» **What you have to do**: The answer must be every line from the entries below that includes "Lancia".

########################################

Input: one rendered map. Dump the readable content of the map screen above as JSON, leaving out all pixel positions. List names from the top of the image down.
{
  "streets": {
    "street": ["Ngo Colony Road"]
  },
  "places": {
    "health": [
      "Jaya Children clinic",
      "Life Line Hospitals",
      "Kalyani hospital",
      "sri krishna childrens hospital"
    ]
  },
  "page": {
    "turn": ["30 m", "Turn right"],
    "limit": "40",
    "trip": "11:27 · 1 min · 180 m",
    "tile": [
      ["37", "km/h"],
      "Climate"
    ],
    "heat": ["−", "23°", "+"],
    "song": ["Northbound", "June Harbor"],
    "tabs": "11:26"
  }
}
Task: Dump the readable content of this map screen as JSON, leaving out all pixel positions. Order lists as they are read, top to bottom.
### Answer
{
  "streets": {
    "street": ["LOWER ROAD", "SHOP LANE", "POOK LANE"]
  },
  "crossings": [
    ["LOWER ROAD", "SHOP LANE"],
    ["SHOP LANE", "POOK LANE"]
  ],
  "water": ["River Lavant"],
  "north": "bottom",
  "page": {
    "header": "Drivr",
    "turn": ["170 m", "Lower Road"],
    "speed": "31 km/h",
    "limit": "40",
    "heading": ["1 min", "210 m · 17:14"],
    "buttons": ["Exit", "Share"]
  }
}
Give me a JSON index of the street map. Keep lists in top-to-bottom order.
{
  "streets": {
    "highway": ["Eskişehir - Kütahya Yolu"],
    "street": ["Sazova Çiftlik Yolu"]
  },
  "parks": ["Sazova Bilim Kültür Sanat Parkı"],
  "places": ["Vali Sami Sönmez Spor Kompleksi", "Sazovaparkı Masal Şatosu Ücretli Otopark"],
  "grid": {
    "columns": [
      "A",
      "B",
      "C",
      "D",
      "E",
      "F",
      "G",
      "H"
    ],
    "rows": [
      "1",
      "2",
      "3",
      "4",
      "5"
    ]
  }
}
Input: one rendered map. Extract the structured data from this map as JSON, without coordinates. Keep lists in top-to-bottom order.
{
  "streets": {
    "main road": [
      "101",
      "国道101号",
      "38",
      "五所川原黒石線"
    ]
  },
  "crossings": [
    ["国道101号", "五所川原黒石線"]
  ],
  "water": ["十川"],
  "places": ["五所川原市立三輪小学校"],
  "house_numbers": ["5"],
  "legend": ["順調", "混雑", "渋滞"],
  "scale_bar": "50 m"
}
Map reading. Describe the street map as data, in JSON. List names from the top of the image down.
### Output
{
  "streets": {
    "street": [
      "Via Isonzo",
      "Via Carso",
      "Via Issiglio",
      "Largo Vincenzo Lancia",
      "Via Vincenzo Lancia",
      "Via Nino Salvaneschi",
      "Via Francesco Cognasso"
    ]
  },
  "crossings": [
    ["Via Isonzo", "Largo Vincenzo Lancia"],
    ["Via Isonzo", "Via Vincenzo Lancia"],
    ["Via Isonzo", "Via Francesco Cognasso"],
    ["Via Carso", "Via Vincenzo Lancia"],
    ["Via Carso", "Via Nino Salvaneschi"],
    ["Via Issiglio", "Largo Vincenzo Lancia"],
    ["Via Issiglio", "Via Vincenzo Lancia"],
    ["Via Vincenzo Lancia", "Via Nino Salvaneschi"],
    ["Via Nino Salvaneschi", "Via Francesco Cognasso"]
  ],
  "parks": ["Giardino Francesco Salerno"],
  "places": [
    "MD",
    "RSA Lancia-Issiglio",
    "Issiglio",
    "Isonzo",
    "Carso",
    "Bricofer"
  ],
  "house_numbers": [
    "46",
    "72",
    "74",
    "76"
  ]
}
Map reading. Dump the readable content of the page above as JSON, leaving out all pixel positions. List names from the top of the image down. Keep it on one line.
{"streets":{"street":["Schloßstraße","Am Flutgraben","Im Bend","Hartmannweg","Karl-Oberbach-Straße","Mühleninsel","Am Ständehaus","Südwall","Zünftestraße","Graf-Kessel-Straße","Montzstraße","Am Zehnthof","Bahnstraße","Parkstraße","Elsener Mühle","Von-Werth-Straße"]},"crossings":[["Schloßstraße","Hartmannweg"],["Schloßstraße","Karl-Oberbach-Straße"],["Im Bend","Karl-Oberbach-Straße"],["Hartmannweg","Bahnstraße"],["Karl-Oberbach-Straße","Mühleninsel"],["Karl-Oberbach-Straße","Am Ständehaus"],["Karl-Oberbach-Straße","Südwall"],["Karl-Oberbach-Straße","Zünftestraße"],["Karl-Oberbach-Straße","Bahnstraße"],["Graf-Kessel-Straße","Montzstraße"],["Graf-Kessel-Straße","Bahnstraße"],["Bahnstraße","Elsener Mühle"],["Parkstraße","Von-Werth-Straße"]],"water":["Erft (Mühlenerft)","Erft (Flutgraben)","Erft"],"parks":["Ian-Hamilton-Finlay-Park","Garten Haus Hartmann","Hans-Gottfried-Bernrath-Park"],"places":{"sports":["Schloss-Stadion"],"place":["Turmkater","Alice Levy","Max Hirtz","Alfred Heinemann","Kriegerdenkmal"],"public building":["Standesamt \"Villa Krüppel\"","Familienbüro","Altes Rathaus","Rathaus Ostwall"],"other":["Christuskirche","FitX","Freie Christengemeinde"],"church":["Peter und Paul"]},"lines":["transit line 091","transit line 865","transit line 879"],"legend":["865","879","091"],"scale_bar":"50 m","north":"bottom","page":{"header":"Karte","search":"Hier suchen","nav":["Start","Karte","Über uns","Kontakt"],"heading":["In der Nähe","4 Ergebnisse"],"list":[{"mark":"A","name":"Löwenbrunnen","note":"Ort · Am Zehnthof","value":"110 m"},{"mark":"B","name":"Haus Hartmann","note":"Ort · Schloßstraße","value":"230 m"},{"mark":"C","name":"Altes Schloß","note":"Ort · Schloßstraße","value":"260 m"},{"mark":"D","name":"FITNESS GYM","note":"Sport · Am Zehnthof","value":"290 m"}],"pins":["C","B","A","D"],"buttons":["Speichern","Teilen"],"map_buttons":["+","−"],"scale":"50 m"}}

########################################

» **Task result**:
      "Largo Vincenzo Lancia",
      "Via Vincenzo Lancia",
    ["Via Isonzo", "Largo Vincenzo Lancia"],
    ["Via Isonzo", "Via Vincenzo Lancia"],
    ["Via Carso", "Via Vincenzo Lancia"],
    ["Via Issiglio", "Largo Vincenzo Lancia"],
    ["Via Issiglio", "Via Vincenzo Lancia"],
    ["Via Vincenzo Lancia", "Via Nino Salvaneschi"],
    "RSA Lancia-Issiglio",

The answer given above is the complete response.